- Task statement:
Each line from the one containing "6 2 6-2v14l-6" through the last line of the material below is to be transcribed exactly, with nothing else included.

(Beginning of Material to process)

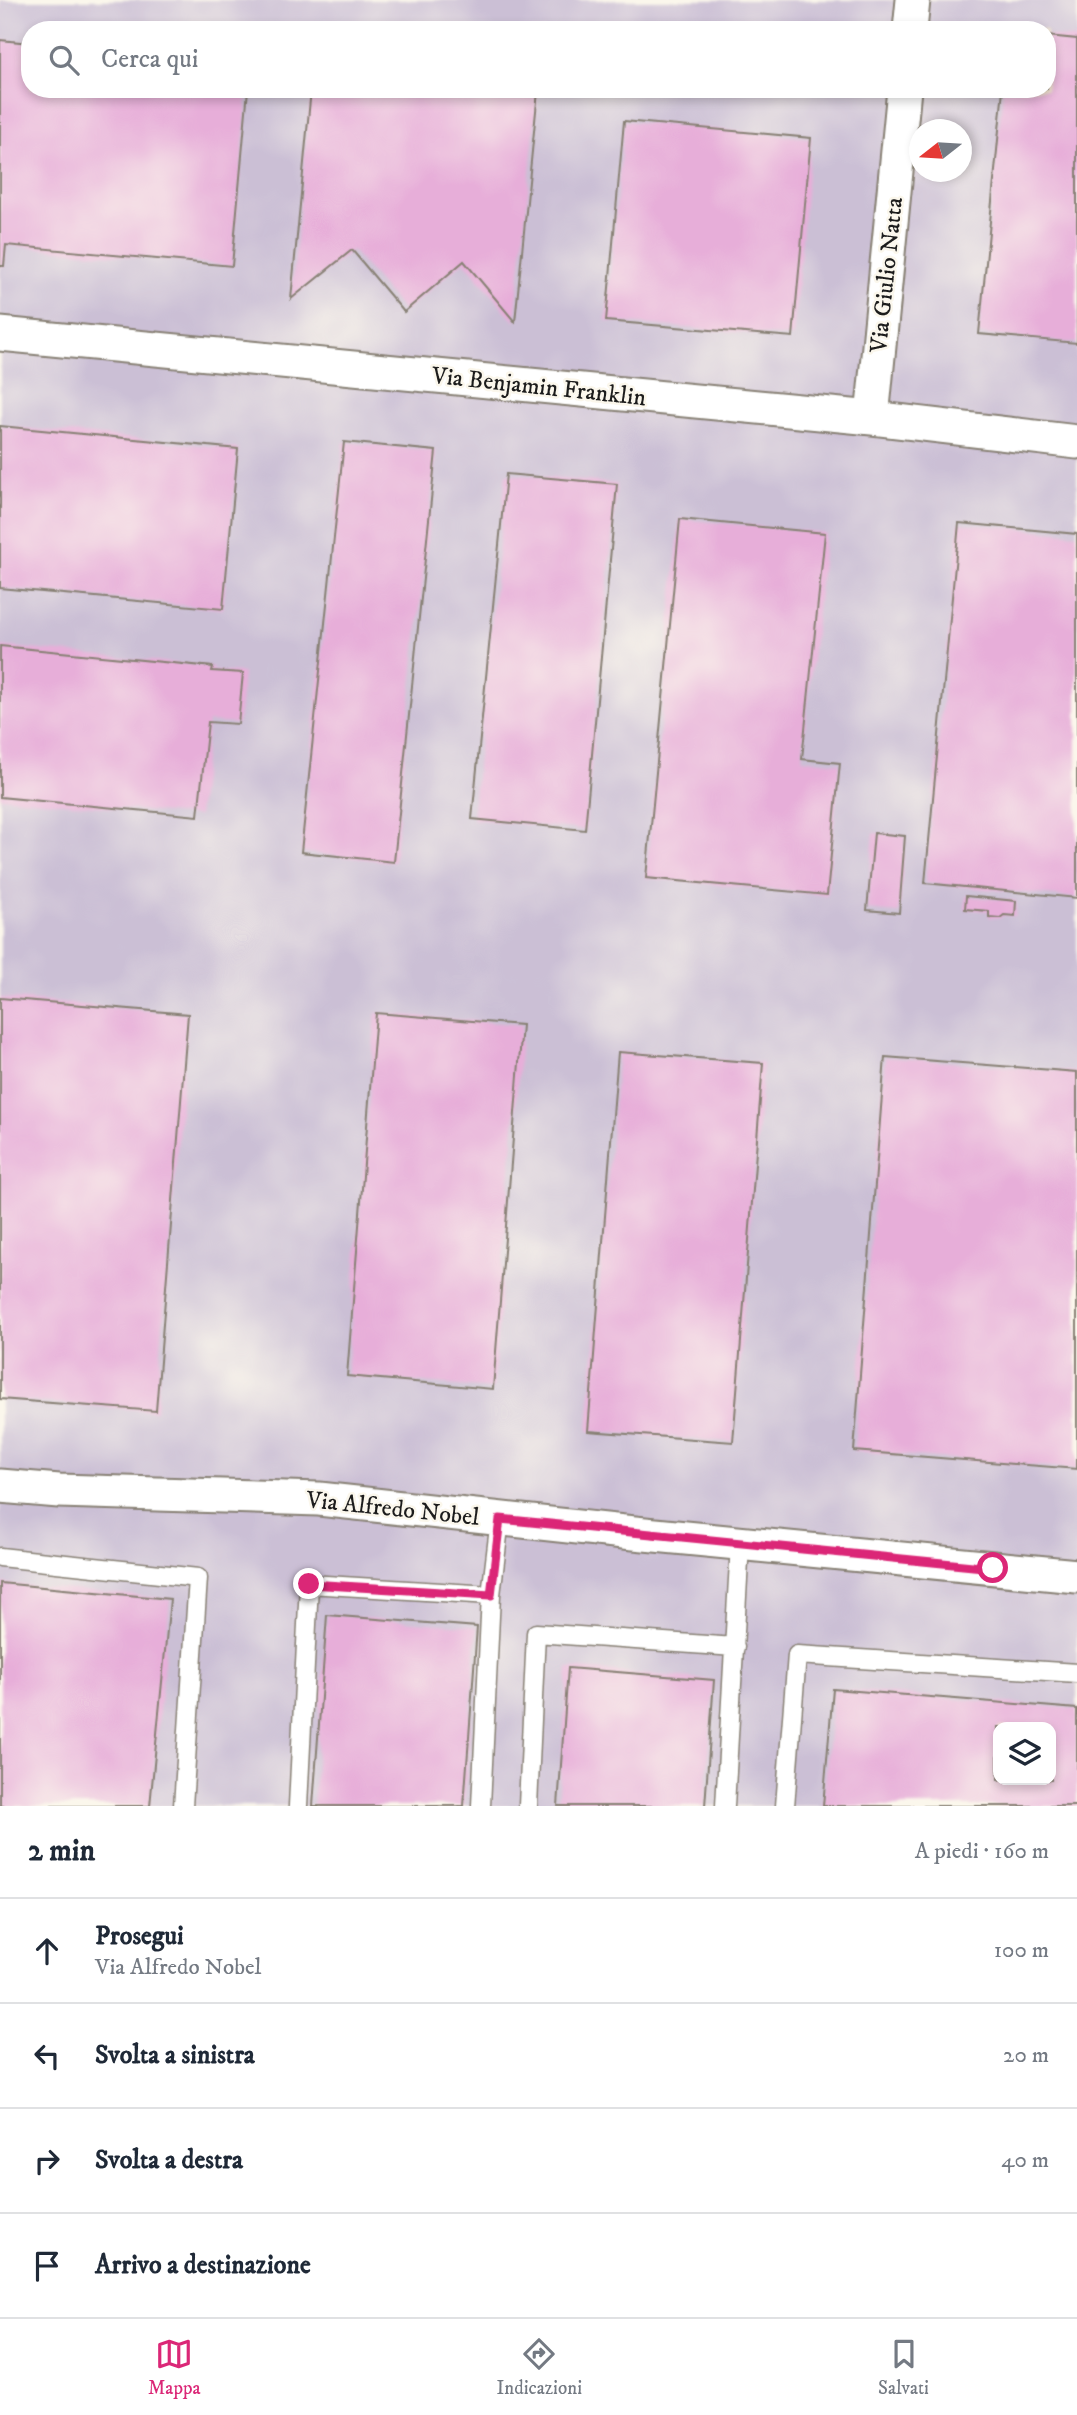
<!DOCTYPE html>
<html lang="it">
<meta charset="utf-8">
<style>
:root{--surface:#fff;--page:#f6f6f7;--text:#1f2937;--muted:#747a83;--line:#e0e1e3;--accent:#db2777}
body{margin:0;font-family:"IM FELL DW Pica",serif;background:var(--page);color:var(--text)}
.controls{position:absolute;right:21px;bottom:21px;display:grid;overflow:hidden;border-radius:14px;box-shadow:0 4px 10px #0003}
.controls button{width:63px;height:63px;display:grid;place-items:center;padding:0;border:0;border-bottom:2px solid var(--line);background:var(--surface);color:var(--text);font:35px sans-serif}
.compass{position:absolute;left:909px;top:119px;width:63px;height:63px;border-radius:50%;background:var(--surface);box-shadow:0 4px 10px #0003;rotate:253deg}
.stop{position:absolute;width:21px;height:21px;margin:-16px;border:5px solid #db2777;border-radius:50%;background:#fff}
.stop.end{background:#db2777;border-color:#fff;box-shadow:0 2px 7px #0008}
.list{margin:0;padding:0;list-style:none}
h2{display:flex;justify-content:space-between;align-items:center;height:91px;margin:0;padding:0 28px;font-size:30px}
h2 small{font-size:23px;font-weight:400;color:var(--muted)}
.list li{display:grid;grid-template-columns:46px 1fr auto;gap:21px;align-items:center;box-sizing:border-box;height:105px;padding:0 28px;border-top:2px solid var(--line)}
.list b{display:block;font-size:26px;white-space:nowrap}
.list p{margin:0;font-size:23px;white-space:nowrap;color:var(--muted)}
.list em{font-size:23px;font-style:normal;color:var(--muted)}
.icon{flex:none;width:38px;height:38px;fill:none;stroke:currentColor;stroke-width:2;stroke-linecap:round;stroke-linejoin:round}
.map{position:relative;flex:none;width:1077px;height:1806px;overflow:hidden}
.search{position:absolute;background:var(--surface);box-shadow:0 4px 10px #0003;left:21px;right:21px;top:21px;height:77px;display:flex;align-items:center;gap:18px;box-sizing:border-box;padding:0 24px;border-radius:28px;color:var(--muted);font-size:26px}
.sheet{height:511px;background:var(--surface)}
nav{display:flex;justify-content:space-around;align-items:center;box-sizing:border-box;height:98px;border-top:2px solid var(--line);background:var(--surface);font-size:19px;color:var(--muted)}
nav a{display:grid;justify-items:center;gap:4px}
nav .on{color:var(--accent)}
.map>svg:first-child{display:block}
</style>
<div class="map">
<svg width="1077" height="1806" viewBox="0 0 1077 1806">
<rect width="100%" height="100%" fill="#fbf7ec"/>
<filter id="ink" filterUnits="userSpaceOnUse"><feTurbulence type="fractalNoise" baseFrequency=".0143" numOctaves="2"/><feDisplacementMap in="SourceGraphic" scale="14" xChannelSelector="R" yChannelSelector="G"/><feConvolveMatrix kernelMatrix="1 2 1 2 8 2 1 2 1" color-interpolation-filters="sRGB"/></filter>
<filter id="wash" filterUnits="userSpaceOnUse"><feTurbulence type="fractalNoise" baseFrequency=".00686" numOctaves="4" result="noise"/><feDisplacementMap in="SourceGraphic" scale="28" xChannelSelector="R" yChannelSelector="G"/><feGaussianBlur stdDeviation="1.57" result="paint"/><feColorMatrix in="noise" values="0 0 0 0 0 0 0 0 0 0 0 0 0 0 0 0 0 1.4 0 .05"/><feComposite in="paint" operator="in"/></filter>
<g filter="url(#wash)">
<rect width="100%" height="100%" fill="#f5e6ce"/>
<path fill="#cbbfd5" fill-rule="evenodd" d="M0 0H1077V1806H0ZM30 30H1047V89H30ZM920 130H962V172H920ZM998 1727H1051V1780H998Z"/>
<g id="blocks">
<path fill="#e7aed9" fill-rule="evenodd" d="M1047 36 1077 39V343L979 334 1003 89H1047Z
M0 40 30 43V89H248L232 266 6 245 4 266H0Z
M311 89H516L538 91 515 322 464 261 404 312 352 250 291 299Z
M624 121 811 138 793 337 606 321Z
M0 426 238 449 223 609 0 588Z
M344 442 436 451 394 862 301 852Z
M506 474 617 484 585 830 472 819Z
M680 519 825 533 802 759 840 763 827 895 646 878Z
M959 523 1077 534V898L925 883Z
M0 646 213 667 212 671 243 673 238 724 208 722 198 816 0 797Z
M874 833 905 836 899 913 867 910Z
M966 896 1016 901 1015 916 1004 915 1000 918 989 917V911L965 909Z
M0 998 188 1014 156 1411 0 1399Z
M376 1013 522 1025 493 1389 347 1376Z
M618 1052 763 1063 733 1442 588 1431Z
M885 1057 1077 1072V1469L854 1451Z
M0 1583 170 1599 150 1806H0Z
M327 1615 477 1627 464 1806H313Z
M568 1668 714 1680 705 1806H558Z
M833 1689 1077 1709V1806H823ZM998 1727H1051V1780H998Z"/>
</g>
</g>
<g filter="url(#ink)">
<use href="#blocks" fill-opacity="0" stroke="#888175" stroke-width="2"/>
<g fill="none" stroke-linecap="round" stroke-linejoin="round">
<defs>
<path id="lane" d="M0 1557 198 1578 183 1806
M298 1806 309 1584 491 1595 500 1519
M481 1806 491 1595
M528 1806 536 1633 735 1647
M725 1806 740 1544
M785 1806 797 1655 1077 1673"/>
<path id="street" d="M910 30 913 0
M0 334 872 418 1077 442
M872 418 904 89
M0 1486 59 1491 319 1499 624 1532 1077 1576"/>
</defs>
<use href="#lane" stroke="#888175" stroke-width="21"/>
<use href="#street" stroke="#888175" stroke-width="37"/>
<use href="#lane" stroke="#fff" stroke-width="18"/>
<use href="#street" stroke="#fff" stroke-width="33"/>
</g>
</g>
<g fill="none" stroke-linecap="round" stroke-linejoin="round" filter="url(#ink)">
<path stroke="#db2777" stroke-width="9" d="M309 1584 491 1595 500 1519 993 1568"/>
</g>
<g text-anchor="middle" stroke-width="5" stroke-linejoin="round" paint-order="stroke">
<g font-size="24" fill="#1c1c1c" stroke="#fbf7ec">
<text transform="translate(886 275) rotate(-84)" y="8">Via Giulio Natta</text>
<text transform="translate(539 386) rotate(6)" y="8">Via Benjamin Franklin</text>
<text transform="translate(393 1508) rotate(6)" y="8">Via Alfredo Nobel</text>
</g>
</g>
</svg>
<div class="controls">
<button><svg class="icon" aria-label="layers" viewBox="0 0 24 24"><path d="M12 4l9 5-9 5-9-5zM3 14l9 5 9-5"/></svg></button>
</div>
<svg class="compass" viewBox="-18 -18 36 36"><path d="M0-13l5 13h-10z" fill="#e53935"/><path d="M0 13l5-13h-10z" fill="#747a83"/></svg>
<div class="stop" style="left:993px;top:1568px"></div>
<div class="stop end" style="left:309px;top:1584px"></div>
<div class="search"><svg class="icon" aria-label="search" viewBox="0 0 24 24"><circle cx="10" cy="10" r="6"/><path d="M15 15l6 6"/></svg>Cerca qui</div>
</div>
<section class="sheet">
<h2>2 min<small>A piedi · 160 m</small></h2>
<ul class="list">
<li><svg class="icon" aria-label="ahead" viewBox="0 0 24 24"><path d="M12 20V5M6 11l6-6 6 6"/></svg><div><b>Prosegui</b><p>Via Alfredo Nobel</p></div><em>100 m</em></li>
<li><svg class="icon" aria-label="left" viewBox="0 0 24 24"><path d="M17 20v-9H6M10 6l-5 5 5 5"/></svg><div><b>Svolta a sinistra</b></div><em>20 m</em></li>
<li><svg class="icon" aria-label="right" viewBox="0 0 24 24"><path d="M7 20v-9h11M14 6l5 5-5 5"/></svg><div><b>Svolta a destra</b></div><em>40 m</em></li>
<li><svg class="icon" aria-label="arrive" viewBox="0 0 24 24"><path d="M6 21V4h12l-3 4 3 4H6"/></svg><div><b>Arrivo a destinazione</b></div></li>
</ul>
</section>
<nav>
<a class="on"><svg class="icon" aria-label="map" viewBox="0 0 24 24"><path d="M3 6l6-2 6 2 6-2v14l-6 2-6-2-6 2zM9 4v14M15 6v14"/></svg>Mappa</a>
<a><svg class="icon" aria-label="directions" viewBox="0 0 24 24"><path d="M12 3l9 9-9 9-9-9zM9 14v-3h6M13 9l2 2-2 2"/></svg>Indicazioni</a>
<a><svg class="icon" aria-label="saved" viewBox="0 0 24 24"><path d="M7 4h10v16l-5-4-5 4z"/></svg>Salvati</a>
</nav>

(End of Material to process)

- Written answer:
<a class="on"><svg class="icon" aria-label="map" viewBox="0 0 24 24"><path d="M3 6l6-2 6 2 6-2v14l-6 2-6-2-6 2zM9 4v14M15 6v14"/></svg>Mappa</a>
<a><svg class="icon" aria-label="directions" viewBox="0 0 24 24"><path d="M12 3l9 9-9 9-9-9zM9 14v-3h6M13 9l2 2-2 2"/></svg>Indicazioni</a>
<a><svg class="icon" aria-label="saved" viewBox="0 0 24 24"><path d="M7 4h10v16l-5-4-5 4z"/></svg>Salvati</a>
</nav>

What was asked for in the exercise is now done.